4 thoughts on “Helping Children Manage Their Emotions

  1. Asawari

    Lead by example. This is also a manner in which we as adults could exhibit how to manage our emotions. Infact if you are pro-active and not in a fire-fighting situation with your child related to the above, then you can actually experiment and check. When you are angry and frustrated, you yell. That to the child is an acceptable response system. He develops it. You sit and meditate, he will be willing to try and see what happens if he does it too. Denying a child his feeling is as good or bad as asking you to forgive and forget for someone who upset you in your life. Are we willing to do that easily? The child could also be confused about what he is feeling. Talking about it may help. But not all the time. The child could look at it as a diffusing technique and after a couple times, he may not want to talk to you. The best way to deal with your upset child is to ask self, what is it that I would expect if I were upset. The answers will automatically follow.

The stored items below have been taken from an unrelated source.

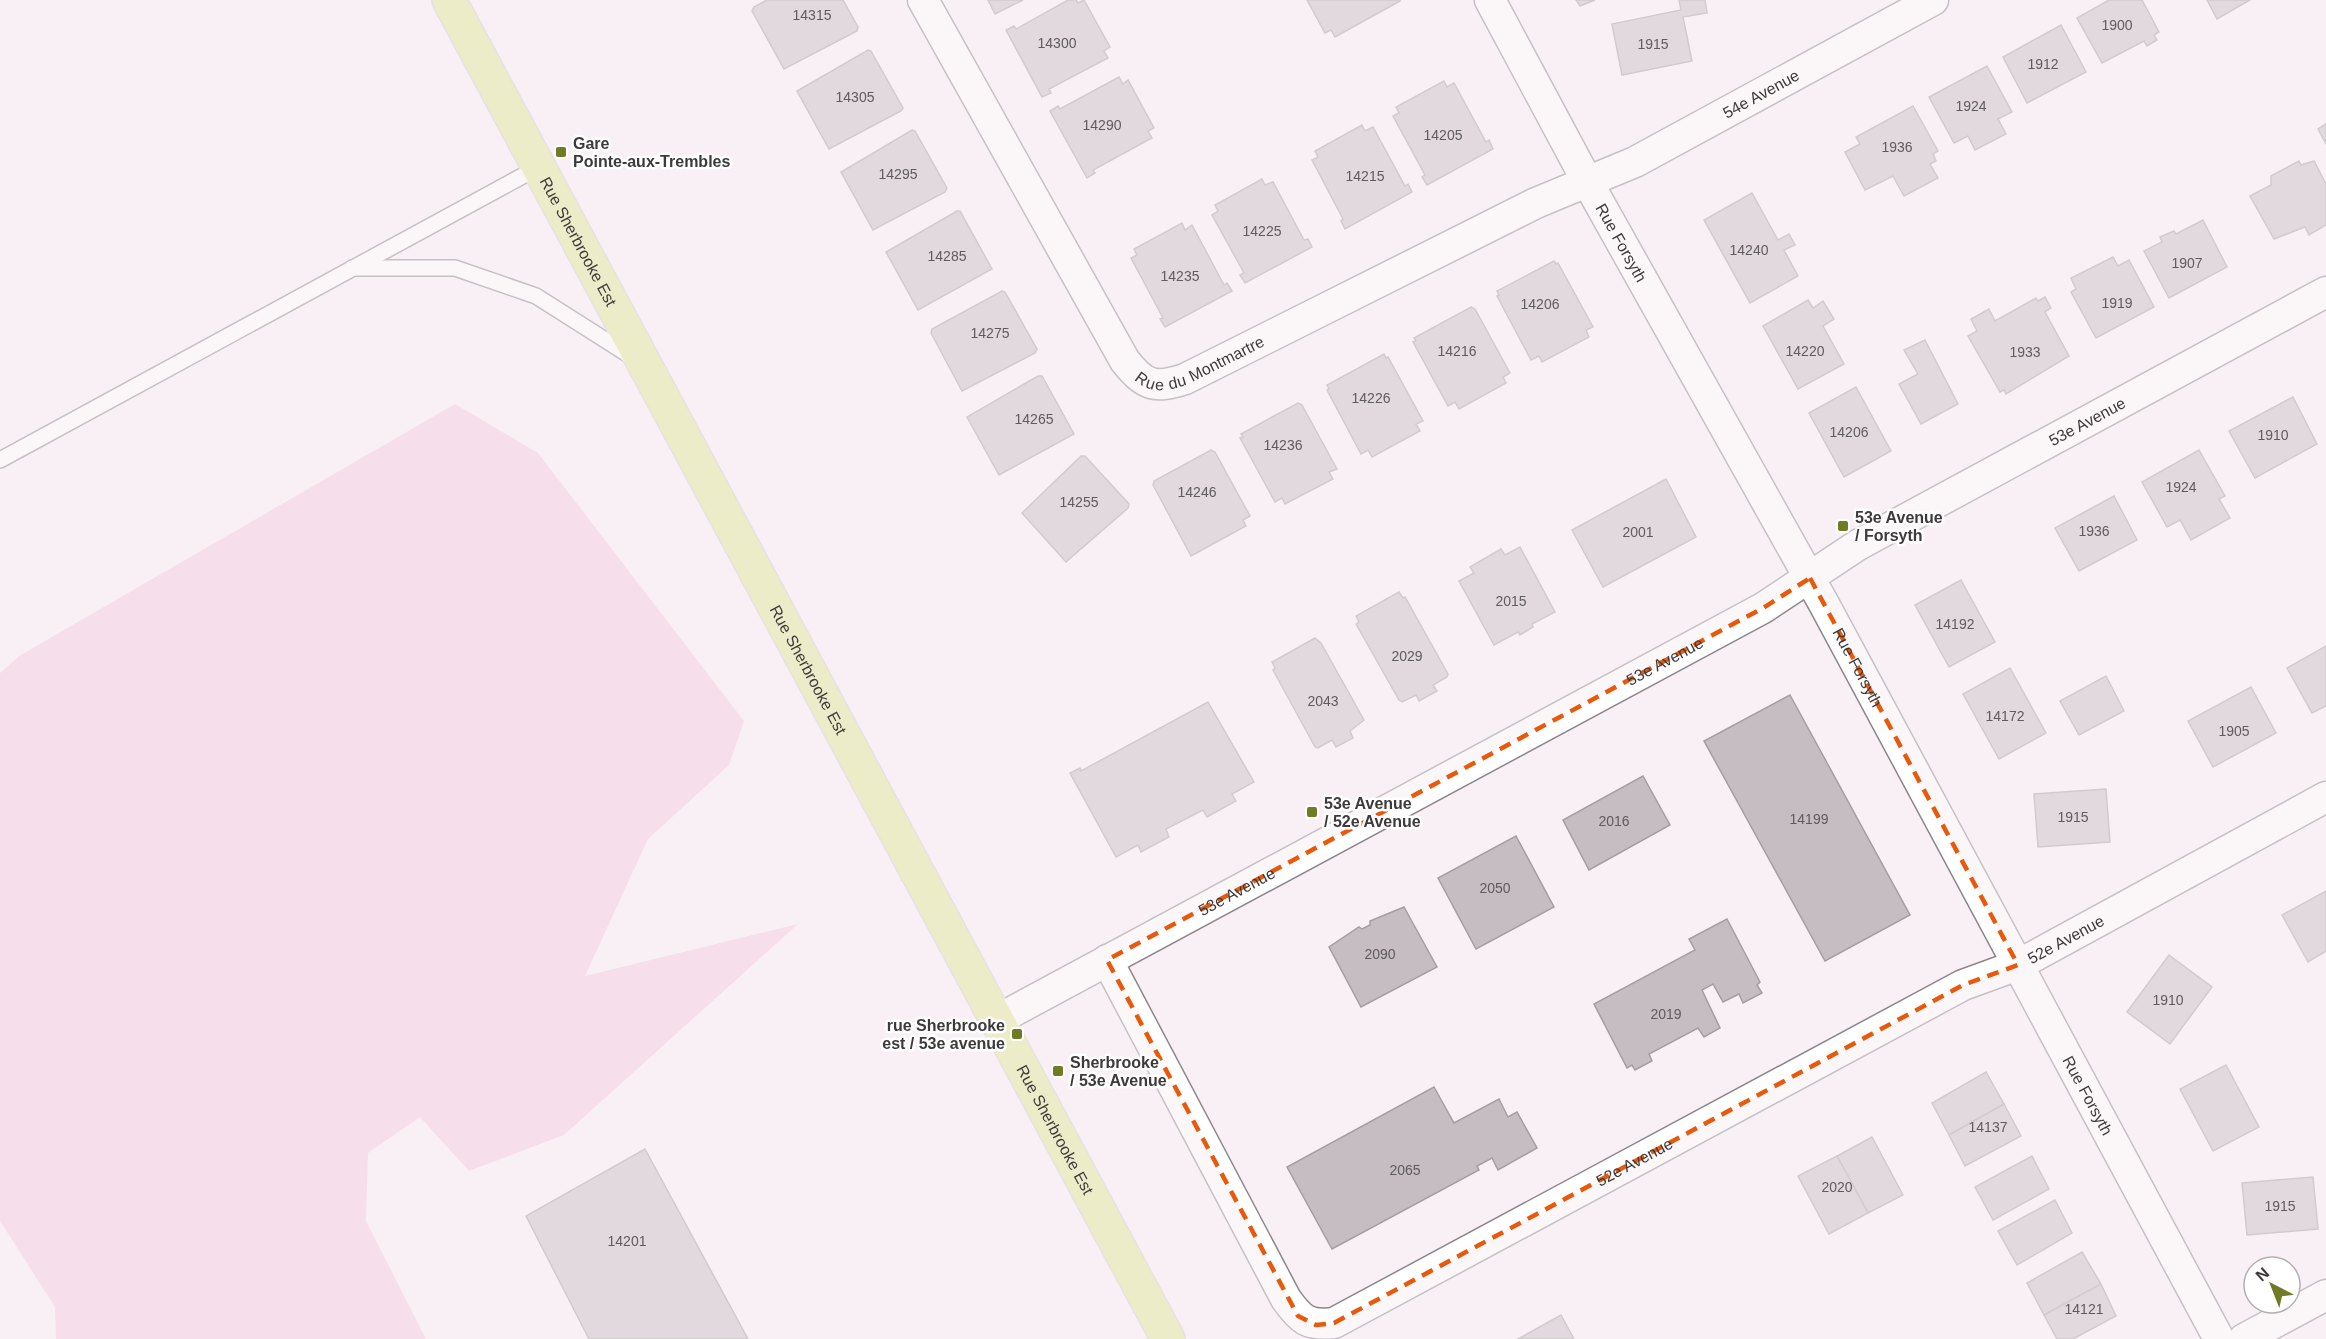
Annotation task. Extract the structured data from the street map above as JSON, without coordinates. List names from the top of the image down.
{
  "streets": {
    "main road": ["Rue Sherbrooke Est"],
    "street": [
      "54e Avenue",
      "Rue Forsyth",
      "Rue du Montmartre",
      "53e Avenue",
      "52e Avenue"
    ]
  },
  "crossings": [
    ["54e Avenue", "Rue Forsyth"],
    ["54e Avenue", "Rue du Montmartre"],
    ["Rue Sherbrooke Est", "53e Avenue"],
    ["Rue Forsyth", "Rue du Montmartre"],
    ["Rue Forsyth", "53e Avenue"],
    ["Rue Forsyth", "52e Avenue"],
    ["53e Avenue", "52e Avenue"]
  ],
  "places": {
    "transit": [
      "Gare Pointe-aux-Trembles",
      "53e Avenue / Forsyth",
      "53e Avenue / 52e Avenue",
      "rue Sherbrooke est / 53e avenue",
      "Sherbrooke / 53e Avenue"
    ]
  },
  "house_numbers": [
    "14315",
    "1900",
    "14300",
    "1915",
    "1912",
    "14305",
    "1924",
    "14290",
    "14205",
    "1936",
    "14295",
    "14215",
    "14225",
    "14240",
    "14285",
    "1907",
    "14235",
    "1919",
    "14206",
    "14275",
    "14216",
    "14220",
    "1933",
    "14226",
    "14265",
    "14206",
    "1910",
    "14236",
    "1924",
    "14246",
    "14255",
    "1936",
    "2001",
    "2015",
    "14192",
    "2029",
    "2043",
    "14172",
    "1905",
    "1915",
    "14199",
    "2016",
    "2050",
    "2090",
    "1910",
    "2019",
    "14137",
    "2065",
    "2020",
    "1915",
    "14201",
    "14121"
  ],
  "north": "top left"
}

    Listening, a very important point raised here. Most of us do not understand the meaning of Listening anymore. We just hear. And we think that is okay. Children are very sensitive and sense the vibes of your subtle presence and absence. True creative solutions will emerge only when we listen. We are able to innovate and think creatively to resolve mutual issues, and manage anger when we are a hundred percent where we physically are.

  2. Ignatius Fernandez

    Good points, well-crafted. The article will help us think twice before we react to children acting difficult. I like, in particular, your emphasis on loving the child through the difficult experience.
    I have written at length on these issues in my recently published book The Child is Father of the Man, Tips and Techniques for Wise Parenting.
    God bless.
    Ignatius Fernandez.

  3. Shweta Chooramani

    I have learnt to calm down my emotions when angry because i had seen my 21 months old doing same thing when she was angry. Also, not to ‘let her be’. To draw attention she had taken up to screaming.